#### Problem description:
The answer is one number: how many lines in the data below hold "roads".

#### Available data:
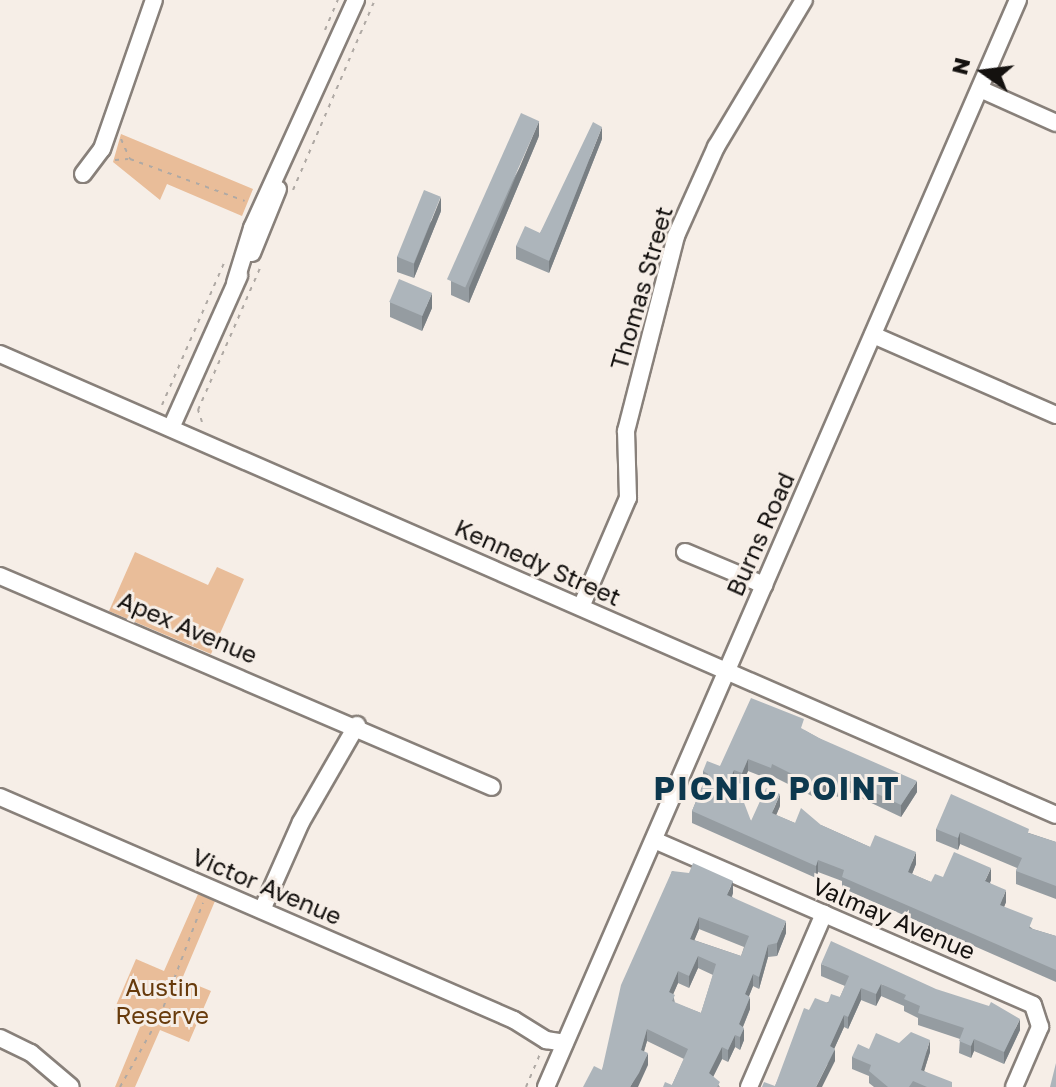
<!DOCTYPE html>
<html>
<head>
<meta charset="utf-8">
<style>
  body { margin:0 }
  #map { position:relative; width:1056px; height:1087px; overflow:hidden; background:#f6eee7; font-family:"Golos Text",sans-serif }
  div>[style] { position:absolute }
  .green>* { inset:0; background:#e9bd99 }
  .path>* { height:2px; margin-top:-1px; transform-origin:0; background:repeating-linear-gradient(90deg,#afa9a4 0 4px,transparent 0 10px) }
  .roads { filter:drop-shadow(2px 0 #88807a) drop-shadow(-2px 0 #88807a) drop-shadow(0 2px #88807a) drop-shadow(0 -2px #88807a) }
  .minor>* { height:16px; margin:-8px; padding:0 8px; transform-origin:8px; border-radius:8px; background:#fff }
  .wall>* { inset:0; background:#959ca1 }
  .shaded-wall>* { inset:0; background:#797f83 }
  .building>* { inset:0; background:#adb5bb; transform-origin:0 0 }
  span { translate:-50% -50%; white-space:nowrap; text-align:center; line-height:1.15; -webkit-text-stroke:6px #f6eee7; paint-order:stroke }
  .street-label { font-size:24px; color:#14110f }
  .park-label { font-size:24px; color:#673a0b }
  .district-label { font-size:32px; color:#0d384e; font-weight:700; letter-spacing:2px }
  .north { position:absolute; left:944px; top:32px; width:80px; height:80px; -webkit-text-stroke:6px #f6eee7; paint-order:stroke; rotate:284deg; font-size:22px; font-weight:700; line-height:32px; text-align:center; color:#14110f }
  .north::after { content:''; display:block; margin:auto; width:28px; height:36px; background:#14110f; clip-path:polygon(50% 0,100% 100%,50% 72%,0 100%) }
</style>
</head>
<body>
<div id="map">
  <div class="green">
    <div style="clip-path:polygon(121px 134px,253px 189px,242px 216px,167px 184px,160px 200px,113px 162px)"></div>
    <div style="clip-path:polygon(135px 552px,208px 585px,217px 567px,244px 579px,211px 654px,109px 611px)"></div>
    <div style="clip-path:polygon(198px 894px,215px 901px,182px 979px,211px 991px,189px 1042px,160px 1030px,135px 1087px,115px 1087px,142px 1022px,114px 1010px,136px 959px,164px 971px)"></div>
  </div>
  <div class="path">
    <div style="left:325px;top:30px;width:33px;rotate:-67deg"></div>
    <div style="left:121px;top:139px;width:22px;rotate:66deg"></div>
    <div style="left:130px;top:159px;width:122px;rotate:20.1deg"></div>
    <div style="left:115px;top:160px;width:13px;rotate:-4deg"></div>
    <div style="left:293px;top:190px;width:207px;rotate:-66.7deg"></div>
    <div style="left:162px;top:405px;width:155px;rotate:-66.4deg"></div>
    <div style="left:202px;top:422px;width:13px;rotate:-108deg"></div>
    <div style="left:198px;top:410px;width:157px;rotate:-66.4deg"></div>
    <div style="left:120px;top:1087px;width:81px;rotate:-60.6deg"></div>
    <div style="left:160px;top:1016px;width:121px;rotate:-69.2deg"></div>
    <div style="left:526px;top:1087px;width:36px;rotate:-67deg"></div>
  </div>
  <div class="roads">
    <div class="minor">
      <div style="left:980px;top:89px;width:83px;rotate:24.1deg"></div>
      <div style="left:83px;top:174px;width:31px;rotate:-53deg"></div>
      <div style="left:102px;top:149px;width:158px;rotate:-70.8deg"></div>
      <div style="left:252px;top:253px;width:69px;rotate:-67.9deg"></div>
      <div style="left:235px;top:283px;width:58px;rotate:-72.8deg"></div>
      <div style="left:252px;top:228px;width:251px;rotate:-65.5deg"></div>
      <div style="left:873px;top:335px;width:200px;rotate:23.6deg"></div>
      <div style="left:0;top:354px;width:1152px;rotate:23.58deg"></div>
      <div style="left:171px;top:428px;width:167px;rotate:-65.9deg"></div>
      <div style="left:685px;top:552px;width:86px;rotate:22.7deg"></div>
      <div style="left:0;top:576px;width:535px;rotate:23.21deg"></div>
      <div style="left:581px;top:607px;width:119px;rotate:-66.7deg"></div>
      <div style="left:628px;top:498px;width:67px;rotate:-91.7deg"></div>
      <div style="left:626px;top:431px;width:201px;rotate:-75.6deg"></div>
      <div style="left:676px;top:236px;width:98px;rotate:-65.8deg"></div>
      <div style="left:716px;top:147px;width:171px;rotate:-59.1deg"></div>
      <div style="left:0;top:797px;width:560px;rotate:23.45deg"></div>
      <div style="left:514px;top:1020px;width:38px;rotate:32deg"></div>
      <div style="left:546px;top:1040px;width:19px;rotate:9deg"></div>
      <div style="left:654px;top:840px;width:413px;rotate:23.5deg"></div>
      <div style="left:1033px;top:1005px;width:23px;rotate:72deg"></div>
      <div style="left:1040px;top:1027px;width:65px;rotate:113.4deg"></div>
      <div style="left:262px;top:910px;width:96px;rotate:-66.1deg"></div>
      <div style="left:301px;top:822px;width:112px;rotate:-60deg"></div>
      <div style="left:0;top:1038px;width:34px;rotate:26deg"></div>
      <div style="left:31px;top:1053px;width:52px;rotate:40.4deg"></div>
      <div style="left:546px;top:1087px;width:1185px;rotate:-66.53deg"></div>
      <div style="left:749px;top:1087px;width:189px;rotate:-66.6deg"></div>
    </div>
  </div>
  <div class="wall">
    <div style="clip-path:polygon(539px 136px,469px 303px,451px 295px,451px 281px)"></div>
    <div style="clip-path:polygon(602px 139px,549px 273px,516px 259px,516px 246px,540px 233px)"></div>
    <div style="clip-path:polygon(441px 211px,414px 278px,397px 272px,397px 257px)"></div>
    <div style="clip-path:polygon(390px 302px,432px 308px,422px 331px,390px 317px)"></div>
    <div style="clip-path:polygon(804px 730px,917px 792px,901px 817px,846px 791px,843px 799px,826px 792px,822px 801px,772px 776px,771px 780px,748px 771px,742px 784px,734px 782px,730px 791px,751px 821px,780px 806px,776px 815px,795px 823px,821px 825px,870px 847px,916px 864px,912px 874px,931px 882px,943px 877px,991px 880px,990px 883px,1006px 902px,1004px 907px,1033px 929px,1056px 936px,1056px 982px,842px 888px,842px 881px,818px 872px,816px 878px,692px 823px,692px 811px,703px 784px,703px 771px,720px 766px)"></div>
    <div style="clip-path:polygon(936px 829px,1029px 833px,1056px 842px,1056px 899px,1016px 884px,1016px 871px,1017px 868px,960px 844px,958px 850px,936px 841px)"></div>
    <div style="clip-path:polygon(evenodd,672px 871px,733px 893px,732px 897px,786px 933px,777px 956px,768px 957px,759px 989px,753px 986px,749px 996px,750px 1009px,743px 1027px,744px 1040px,740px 1050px,735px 1047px,728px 1062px,722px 1059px,713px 1077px,720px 1087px,672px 1085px,684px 1059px,647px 1041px,644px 1051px,648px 1065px,602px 1070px,672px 871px,699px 929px,744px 947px,741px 956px,694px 940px,699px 929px,672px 871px,698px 968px,713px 975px,701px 1013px,675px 1003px,673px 994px,678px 983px,689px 988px,698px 968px)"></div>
    <div style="clip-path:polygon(821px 964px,1020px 1030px,1004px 1064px,974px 1051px,971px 1058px,959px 1053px,960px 1039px,918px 1025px,918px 1018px,904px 1011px,904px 1006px,881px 996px,876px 1006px,861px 1000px,848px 1029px,844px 1027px,834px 1049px,835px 1061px,775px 1086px,809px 1010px,840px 997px,845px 986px,821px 976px)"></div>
    <div style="clip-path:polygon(899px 1043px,930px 1052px,924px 1071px,952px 1087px,874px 1087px,869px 1083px,869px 1076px,852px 1069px,852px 1057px,869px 1049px)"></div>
  </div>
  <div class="shaded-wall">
    <div style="clip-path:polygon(539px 121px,539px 136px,469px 303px,469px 288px)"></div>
    <div style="clip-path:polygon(602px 127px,602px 139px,549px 273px,549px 261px)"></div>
    <div style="clip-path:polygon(441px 197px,441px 211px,414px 278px,414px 264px)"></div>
    <div style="clip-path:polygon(432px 293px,432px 308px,422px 331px,422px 316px)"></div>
    <div style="clip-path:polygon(748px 759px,748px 771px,742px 784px,742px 773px)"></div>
    <div style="clip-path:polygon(734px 770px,734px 782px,726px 801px,726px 789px)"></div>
    <div style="clip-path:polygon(846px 779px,846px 791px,843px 799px,843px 787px)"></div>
    <div style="clip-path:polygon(826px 780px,826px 792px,822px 801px,822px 789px)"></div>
    <div style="clip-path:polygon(917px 781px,917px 792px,901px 817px,901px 805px)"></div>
    <div style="clip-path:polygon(780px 794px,780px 806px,772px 825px,772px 813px)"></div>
    <div style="clip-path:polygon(960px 832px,960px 844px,958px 850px,958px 838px)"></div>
    <div style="clip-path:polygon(916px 852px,916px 864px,908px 884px,908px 872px)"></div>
    <div style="clip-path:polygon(818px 860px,818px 872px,816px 878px,816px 866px)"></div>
    <div style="clip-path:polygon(991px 868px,991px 880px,985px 893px,985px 881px)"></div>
    <div style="clip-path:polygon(733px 881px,733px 893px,727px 907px,727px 895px)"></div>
    <div style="clip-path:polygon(1006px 890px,1006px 902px,1000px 917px,1000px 905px)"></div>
    <div style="clip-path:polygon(699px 917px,699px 929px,690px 951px,690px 939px)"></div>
    <div style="clip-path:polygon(786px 921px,786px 933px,777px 956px,777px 943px)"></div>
    <div style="clip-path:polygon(768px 945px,768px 957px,759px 989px,759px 977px)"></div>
    <div style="clip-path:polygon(698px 956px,698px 968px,689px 988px,689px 976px)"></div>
    <div style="clip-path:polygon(678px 971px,678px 983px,669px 1004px,669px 992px)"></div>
    <div style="clip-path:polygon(753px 974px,753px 986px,745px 1006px,745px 994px)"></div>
    <div style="clip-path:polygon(881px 984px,881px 996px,876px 1006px,876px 994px)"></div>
    <div style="clip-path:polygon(861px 988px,861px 1000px,848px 1029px,848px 1017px)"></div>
    <div style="clip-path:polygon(750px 997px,750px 1009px,739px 1036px,739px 1024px)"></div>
    <div style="clip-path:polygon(844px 1015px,844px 1027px,830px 1058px,830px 1046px)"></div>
    <div style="clip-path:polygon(1020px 1019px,1020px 1030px,1004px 1064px,1004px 1052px)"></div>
    <div style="clip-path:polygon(744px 1028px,744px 1040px,740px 1050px,740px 1037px)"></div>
    <div style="clip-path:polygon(647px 1029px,647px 1041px,641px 1062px,641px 1050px)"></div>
    <div style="clip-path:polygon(735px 1035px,735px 1047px,728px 1062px,728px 1050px)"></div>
    <div style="clip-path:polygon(974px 1039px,974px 1051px,971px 1058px,971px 1046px)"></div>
    <div style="clip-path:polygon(930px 1040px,930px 1052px,921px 1081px,921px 1070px)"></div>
    <div style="clip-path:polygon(722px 1047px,722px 1059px,709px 1085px,709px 1073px)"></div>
    <div style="clip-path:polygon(835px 1049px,835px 1061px,822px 1087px,816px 1087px)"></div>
    <div style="clip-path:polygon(648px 1053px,648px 1065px,638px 1087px,630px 1087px)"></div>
  </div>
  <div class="building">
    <div style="left:521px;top:113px;width:20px;height:182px;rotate:24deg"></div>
    <div style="clip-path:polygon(593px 122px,602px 127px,549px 261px,516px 246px,525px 226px,540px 233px)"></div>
    <div style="left:424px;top:190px;width:18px;height:72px;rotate:22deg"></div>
    <div style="left:399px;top:279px;width:36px;height:25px;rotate:23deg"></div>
    <div style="clip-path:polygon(751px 698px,804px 719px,801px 728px,819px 738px,917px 781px,901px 805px,846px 779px,843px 787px,826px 780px,822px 789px,772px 764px,771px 768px,748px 759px,742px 773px,734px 770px,726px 789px,743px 800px,751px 821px,766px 788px,780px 794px,772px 813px,795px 823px,801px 808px,821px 825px,870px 847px,875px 835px,916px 852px,908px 872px,931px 882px,935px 874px,943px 877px,954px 852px,991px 868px,985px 881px,1006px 890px,1000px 905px,1033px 918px,1029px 928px,1056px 936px,1056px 970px,842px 877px,844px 870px,818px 860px,816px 866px,692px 811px,708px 774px,703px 771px,707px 761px,720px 766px)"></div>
    <div style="clip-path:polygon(951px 794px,1029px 829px,1028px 833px,1056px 842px,1056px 886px,1016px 871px,1022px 858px,960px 832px,958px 838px,936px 829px)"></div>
    <div style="clip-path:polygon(evenodd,693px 863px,733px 881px,727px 895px,786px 921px,777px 943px,768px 945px,759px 977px,753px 974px,745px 994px,750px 997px,739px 1024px,744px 1028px,740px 1037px,735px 1035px,728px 1050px,722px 1047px,709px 1073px,720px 1082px,717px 1087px,663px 1087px,665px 1082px,672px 1085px,688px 1049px,647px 1029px,641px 1050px,648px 1053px,639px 1073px,630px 1087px,583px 1087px,594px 1066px,602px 1070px,621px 985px,672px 871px,689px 873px,693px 863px,699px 917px,749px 936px,741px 956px,690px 939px,699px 917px,693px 863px,698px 956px,716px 964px,701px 1013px,672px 1001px,675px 995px,669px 992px,678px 971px,689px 976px,698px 956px)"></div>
    <div style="clip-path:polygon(831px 941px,936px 989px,989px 1006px,991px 1002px,1020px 1019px,1004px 1052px,974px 1039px,971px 1046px,959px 1041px,964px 1028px,918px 1013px,920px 1006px,904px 999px,906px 995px,881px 984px,876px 994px,861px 988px,848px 1017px,844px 1015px,830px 1046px,835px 1049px,816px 1087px,762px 1087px,764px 1082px,775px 1086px,804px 1008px,809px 1010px,815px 998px,828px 1003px,831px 994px,840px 997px,849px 976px,821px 964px)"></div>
    <div style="clip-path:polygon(911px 1032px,930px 1040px,921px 1070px,952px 1082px,952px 1087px,927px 1087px,913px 1081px,909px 1087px,888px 1087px,869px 1071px,871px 1065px,852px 1057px,858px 1044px,869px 1049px,876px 1033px,899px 1043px)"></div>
    <div style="clip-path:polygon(1056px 1063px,1056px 1087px,1050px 1087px)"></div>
  </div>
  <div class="street-label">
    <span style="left:641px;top:288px;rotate:-74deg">Thomas Street</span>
    <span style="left:760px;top:534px;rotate:-66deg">Burns Road</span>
    <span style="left:538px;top:562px;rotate:24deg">Kennedy Street</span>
    <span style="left:188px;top:627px;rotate:23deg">Apex Avenue</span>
    <span style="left:267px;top:886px;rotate:23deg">Victor Avenue</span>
    <span style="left:894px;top:918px;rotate:23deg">Valmay Avenue</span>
  </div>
  <div class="park-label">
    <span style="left:162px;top:1001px">Austin<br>Reserve</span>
  </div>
  <div class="district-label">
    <span style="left:777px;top:788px">PICNIC POINT</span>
  </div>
  <div class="north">N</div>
</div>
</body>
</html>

#### Exercise solution:
2